-- Opening Marker --

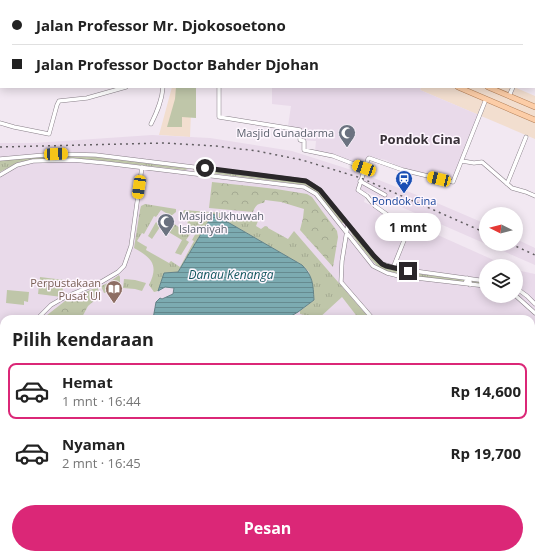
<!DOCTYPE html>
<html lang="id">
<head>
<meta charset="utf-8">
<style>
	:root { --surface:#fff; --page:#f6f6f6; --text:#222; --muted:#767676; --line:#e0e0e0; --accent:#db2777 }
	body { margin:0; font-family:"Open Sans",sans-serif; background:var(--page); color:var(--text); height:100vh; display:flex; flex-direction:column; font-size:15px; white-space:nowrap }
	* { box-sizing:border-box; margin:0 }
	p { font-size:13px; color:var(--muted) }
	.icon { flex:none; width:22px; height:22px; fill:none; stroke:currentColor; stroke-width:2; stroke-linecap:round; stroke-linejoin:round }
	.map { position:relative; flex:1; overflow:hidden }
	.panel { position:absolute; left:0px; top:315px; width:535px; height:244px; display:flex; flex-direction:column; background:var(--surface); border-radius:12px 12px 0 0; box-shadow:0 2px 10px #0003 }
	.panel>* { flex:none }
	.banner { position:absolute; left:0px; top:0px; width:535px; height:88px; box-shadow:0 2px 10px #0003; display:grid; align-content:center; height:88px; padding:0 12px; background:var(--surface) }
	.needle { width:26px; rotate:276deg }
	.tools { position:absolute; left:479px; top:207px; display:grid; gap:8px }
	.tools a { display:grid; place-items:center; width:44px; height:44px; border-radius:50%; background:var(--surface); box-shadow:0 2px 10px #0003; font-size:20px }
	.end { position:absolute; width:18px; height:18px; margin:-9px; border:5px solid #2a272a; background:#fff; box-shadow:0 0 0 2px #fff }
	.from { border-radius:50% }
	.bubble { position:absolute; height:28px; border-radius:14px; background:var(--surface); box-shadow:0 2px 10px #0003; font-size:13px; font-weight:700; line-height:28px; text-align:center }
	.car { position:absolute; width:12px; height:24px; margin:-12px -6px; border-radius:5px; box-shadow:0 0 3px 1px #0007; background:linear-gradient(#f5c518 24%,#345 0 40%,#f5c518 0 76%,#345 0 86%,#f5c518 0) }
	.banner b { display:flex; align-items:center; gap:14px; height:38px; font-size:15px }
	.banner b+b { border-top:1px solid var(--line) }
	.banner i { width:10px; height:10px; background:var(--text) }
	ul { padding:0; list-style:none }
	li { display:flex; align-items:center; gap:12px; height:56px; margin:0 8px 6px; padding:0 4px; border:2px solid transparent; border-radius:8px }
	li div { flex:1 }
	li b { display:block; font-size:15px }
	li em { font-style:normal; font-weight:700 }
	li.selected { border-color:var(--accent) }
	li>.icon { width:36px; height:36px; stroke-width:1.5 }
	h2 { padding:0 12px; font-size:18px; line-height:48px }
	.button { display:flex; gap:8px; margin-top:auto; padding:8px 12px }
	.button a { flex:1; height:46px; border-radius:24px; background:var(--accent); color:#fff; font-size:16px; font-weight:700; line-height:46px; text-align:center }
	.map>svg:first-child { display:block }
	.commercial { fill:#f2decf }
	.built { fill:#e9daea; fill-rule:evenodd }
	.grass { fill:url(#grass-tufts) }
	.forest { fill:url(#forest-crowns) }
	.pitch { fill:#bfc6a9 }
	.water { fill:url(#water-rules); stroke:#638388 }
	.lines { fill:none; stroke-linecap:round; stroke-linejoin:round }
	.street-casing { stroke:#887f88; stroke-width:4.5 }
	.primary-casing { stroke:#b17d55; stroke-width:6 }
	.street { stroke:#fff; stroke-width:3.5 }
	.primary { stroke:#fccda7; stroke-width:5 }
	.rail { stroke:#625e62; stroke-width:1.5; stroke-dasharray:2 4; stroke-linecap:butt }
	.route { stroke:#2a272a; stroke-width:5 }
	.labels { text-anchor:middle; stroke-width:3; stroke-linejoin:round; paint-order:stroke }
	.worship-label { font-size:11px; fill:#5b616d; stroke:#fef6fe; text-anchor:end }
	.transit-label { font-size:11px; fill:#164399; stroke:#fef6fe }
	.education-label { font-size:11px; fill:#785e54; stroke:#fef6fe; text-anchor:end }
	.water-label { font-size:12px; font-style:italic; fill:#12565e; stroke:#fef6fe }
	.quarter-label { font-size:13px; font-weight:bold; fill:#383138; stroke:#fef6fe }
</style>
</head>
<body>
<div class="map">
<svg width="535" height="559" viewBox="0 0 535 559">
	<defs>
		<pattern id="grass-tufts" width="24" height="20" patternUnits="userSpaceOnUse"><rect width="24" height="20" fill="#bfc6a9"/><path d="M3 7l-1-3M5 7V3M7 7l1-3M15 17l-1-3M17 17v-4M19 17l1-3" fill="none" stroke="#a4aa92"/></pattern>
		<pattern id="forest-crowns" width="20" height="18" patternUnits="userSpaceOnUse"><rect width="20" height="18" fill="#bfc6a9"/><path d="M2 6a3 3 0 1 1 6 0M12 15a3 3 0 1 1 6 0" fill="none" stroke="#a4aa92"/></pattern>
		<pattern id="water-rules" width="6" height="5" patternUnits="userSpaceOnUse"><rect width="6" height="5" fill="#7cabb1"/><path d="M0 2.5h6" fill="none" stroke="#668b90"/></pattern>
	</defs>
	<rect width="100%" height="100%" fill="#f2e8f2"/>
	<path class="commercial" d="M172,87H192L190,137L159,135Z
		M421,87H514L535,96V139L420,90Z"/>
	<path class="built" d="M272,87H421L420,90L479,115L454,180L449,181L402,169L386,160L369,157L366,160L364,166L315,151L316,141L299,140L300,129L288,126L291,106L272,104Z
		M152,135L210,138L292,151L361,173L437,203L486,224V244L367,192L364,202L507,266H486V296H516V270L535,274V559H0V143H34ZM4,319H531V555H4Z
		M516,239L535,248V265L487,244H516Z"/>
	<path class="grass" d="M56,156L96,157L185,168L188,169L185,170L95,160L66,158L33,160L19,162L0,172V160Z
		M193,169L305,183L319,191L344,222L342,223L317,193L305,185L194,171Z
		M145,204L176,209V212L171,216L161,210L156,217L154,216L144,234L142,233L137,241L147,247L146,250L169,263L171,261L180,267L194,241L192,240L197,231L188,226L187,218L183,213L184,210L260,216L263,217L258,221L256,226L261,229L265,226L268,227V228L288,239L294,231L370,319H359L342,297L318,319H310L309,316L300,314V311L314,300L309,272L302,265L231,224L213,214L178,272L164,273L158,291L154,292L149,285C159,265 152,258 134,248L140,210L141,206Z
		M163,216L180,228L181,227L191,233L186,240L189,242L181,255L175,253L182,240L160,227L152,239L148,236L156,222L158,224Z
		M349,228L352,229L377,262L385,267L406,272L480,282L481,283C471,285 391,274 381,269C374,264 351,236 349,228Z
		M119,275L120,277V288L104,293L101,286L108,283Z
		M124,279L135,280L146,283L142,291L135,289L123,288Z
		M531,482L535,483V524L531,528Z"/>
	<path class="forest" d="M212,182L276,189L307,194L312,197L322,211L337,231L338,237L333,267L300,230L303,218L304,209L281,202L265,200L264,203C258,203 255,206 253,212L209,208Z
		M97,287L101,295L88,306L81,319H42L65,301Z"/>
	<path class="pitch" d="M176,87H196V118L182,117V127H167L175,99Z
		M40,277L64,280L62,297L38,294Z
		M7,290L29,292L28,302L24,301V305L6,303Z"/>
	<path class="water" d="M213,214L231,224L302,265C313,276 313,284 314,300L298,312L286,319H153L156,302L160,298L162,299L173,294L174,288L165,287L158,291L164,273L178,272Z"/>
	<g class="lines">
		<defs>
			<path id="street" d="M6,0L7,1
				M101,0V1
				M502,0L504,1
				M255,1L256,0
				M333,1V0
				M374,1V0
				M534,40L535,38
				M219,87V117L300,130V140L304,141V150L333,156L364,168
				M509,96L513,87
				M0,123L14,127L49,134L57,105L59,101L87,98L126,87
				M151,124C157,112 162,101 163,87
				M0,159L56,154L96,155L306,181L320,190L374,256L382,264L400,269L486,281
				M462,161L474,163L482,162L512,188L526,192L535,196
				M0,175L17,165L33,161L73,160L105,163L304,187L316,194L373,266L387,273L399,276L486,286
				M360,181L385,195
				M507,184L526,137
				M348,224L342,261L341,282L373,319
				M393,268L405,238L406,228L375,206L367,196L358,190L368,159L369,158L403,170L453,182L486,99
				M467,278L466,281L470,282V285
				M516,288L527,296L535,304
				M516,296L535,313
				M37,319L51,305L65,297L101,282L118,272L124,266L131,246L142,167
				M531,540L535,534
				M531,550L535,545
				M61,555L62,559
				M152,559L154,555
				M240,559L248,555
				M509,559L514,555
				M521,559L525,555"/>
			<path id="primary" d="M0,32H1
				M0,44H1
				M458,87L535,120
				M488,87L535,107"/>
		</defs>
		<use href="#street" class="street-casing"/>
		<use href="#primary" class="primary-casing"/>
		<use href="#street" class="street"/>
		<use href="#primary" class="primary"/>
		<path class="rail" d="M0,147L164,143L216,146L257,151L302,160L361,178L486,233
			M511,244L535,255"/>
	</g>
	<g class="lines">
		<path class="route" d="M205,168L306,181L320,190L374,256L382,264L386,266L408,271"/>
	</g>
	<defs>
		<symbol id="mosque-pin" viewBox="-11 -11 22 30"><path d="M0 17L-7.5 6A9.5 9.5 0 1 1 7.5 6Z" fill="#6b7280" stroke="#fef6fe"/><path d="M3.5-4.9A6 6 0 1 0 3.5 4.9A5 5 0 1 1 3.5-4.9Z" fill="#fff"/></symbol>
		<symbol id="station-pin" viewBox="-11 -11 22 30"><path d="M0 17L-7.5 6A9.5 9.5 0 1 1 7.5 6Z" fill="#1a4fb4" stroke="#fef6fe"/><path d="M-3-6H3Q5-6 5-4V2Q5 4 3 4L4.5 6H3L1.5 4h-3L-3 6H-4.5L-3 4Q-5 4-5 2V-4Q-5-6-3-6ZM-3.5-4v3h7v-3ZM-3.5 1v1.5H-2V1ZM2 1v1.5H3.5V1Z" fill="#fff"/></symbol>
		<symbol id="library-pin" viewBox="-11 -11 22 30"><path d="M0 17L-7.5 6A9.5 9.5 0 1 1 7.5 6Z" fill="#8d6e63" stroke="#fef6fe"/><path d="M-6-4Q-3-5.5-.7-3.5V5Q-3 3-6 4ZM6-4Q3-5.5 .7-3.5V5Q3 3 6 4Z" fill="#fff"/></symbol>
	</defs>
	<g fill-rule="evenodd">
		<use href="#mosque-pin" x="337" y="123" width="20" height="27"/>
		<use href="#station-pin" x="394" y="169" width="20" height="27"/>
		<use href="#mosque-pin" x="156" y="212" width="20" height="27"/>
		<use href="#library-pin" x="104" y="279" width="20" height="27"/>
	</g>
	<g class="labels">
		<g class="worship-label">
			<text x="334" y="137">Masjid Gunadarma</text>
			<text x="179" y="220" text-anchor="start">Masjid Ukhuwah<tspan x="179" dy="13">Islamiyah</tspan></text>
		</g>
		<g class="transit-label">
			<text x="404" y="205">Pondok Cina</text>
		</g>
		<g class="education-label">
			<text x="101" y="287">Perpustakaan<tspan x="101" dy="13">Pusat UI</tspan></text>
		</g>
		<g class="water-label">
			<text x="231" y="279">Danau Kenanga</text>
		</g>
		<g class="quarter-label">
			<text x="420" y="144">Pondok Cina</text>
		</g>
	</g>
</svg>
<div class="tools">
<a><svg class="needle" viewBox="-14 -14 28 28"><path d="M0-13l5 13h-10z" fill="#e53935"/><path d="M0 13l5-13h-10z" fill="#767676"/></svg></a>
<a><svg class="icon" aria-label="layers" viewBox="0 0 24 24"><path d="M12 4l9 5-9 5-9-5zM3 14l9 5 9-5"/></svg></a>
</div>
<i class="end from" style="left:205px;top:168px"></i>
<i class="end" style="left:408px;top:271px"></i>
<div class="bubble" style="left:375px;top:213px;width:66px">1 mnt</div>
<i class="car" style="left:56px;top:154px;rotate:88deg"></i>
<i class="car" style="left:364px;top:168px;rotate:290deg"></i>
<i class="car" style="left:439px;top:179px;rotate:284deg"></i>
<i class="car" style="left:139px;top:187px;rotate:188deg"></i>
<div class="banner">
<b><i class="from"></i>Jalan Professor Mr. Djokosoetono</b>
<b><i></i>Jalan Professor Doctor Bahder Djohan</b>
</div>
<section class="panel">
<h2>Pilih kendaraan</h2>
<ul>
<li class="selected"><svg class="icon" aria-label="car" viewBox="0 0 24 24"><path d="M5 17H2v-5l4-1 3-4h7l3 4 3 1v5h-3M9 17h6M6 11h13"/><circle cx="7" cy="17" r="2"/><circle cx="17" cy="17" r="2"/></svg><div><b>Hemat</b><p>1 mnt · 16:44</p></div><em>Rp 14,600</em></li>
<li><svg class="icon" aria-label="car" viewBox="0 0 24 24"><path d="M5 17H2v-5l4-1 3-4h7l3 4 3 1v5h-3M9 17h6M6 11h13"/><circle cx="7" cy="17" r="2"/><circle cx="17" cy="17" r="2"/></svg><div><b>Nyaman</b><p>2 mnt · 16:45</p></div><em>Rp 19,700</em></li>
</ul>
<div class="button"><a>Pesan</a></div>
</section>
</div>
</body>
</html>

-- Closing Marker --
-- Opening Marker --

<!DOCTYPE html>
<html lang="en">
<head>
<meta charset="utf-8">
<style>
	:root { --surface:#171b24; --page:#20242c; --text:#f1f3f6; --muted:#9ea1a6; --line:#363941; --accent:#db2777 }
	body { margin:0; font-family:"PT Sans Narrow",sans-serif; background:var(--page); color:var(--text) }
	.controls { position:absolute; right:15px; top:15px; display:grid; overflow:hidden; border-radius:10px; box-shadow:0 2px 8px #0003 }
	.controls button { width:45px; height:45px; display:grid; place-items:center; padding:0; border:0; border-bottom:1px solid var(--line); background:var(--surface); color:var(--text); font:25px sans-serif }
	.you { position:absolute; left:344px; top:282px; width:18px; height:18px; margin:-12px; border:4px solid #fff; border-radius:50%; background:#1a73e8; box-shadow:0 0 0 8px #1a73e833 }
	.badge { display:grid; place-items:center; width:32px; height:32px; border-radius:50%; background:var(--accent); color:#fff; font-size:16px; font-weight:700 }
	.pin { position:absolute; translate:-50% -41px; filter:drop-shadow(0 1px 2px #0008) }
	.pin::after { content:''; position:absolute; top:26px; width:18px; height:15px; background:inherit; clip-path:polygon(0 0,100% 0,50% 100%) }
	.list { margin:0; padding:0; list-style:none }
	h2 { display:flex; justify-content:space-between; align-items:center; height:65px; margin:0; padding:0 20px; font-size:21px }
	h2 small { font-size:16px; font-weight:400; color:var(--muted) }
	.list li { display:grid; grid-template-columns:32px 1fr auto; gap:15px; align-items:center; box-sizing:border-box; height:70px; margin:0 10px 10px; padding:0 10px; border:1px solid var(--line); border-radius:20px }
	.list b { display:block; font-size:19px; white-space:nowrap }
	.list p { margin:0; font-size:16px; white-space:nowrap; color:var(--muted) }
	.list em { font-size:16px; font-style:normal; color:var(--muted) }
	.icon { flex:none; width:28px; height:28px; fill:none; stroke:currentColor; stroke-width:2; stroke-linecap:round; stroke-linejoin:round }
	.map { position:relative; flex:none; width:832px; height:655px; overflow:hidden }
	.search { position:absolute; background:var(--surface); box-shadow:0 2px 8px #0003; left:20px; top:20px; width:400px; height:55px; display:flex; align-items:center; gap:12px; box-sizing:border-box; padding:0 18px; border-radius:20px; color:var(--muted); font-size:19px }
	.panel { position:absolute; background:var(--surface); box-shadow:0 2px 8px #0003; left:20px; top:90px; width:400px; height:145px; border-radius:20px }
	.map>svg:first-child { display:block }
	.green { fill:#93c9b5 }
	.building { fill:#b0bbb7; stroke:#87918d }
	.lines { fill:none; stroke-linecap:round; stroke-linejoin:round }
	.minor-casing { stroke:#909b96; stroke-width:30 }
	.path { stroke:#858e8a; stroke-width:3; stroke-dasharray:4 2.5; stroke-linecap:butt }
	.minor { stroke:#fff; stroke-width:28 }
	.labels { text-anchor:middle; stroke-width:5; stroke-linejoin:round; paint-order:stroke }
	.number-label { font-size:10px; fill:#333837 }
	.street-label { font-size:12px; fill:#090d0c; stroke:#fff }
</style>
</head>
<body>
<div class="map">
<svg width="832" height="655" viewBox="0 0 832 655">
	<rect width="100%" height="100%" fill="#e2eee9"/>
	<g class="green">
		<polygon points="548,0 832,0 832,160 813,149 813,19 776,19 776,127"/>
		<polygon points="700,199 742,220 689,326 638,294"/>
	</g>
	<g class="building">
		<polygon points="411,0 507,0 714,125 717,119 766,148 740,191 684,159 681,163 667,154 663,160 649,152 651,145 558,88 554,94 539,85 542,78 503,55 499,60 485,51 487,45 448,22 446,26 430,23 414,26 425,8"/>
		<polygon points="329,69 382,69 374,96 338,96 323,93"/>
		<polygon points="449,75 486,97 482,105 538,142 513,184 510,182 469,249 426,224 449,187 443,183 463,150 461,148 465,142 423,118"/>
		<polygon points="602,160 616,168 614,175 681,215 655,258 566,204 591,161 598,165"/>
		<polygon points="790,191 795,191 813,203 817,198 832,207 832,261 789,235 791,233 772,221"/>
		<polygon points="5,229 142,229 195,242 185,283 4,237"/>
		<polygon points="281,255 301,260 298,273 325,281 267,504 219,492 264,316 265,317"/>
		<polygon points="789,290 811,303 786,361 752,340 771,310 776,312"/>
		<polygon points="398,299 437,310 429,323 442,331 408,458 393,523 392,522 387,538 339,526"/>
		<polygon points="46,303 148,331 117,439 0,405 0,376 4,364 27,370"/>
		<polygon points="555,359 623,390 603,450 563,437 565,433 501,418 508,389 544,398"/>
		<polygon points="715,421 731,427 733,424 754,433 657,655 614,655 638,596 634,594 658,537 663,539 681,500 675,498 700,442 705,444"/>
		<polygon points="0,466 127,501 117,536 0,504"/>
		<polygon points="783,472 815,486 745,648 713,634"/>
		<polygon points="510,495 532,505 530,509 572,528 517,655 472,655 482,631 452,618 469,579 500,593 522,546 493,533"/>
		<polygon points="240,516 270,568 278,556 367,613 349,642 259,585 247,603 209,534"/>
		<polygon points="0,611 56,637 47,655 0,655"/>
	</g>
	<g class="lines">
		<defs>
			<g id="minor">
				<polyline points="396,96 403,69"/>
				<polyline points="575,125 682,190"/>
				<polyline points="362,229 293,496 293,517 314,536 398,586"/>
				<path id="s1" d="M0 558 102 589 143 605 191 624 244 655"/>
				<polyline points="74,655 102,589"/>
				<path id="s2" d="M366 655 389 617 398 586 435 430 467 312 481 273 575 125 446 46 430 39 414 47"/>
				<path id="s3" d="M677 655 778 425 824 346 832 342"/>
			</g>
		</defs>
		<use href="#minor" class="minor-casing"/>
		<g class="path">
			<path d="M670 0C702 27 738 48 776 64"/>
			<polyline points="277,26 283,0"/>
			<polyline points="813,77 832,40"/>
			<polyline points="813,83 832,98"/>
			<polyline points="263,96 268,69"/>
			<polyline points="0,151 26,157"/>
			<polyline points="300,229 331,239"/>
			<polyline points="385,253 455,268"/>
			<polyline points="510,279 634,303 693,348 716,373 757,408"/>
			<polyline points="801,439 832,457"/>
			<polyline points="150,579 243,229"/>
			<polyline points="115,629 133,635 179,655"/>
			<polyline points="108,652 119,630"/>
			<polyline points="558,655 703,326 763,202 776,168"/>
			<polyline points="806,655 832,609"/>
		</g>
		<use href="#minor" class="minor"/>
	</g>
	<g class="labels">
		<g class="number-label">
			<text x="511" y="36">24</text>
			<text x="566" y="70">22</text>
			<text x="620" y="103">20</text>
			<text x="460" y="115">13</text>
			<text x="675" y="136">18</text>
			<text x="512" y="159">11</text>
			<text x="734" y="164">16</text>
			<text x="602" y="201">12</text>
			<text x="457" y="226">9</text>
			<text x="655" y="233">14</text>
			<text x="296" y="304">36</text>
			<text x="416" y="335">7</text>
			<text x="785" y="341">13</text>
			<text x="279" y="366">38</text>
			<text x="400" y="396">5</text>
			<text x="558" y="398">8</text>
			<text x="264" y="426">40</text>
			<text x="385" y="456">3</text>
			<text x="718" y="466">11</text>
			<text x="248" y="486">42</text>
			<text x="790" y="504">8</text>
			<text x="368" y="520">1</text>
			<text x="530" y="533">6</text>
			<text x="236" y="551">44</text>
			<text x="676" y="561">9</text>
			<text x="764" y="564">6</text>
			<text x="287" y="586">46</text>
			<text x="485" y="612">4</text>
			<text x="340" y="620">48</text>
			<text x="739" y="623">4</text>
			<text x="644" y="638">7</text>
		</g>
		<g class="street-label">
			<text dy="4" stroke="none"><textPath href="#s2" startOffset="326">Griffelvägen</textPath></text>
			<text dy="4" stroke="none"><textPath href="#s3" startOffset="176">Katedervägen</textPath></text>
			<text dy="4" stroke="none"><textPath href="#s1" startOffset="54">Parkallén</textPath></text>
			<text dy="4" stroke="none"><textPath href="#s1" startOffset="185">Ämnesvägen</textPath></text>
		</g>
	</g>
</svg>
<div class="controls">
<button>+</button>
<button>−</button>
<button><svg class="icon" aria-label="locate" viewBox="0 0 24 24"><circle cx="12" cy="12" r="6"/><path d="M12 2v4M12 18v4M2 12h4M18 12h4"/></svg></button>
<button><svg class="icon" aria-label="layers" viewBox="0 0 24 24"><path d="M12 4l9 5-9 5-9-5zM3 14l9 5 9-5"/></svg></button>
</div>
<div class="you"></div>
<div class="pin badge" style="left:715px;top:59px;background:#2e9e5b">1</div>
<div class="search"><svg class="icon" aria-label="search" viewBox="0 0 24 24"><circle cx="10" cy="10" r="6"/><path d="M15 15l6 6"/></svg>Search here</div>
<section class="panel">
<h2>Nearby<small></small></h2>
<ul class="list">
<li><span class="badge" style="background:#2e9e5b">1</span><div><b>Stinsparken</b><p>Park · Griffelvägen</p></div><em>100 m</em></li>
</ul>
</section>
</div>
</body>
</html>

-- Closing Marker --

◆ TASK DETAILS ◆
Whenever a line above includes the string "tools", copy it.

◆ REPLY ◆
	.tools { position:absolute; left:479px; top:207px; display:grid; gap:8px }
	.tools a { display:grid; place-items:center; width:44px; height:44px; border-radius:50%; background:var(--surface); box-shadow:0 2px 10px #0003; font-size:20px }
<div class="tools">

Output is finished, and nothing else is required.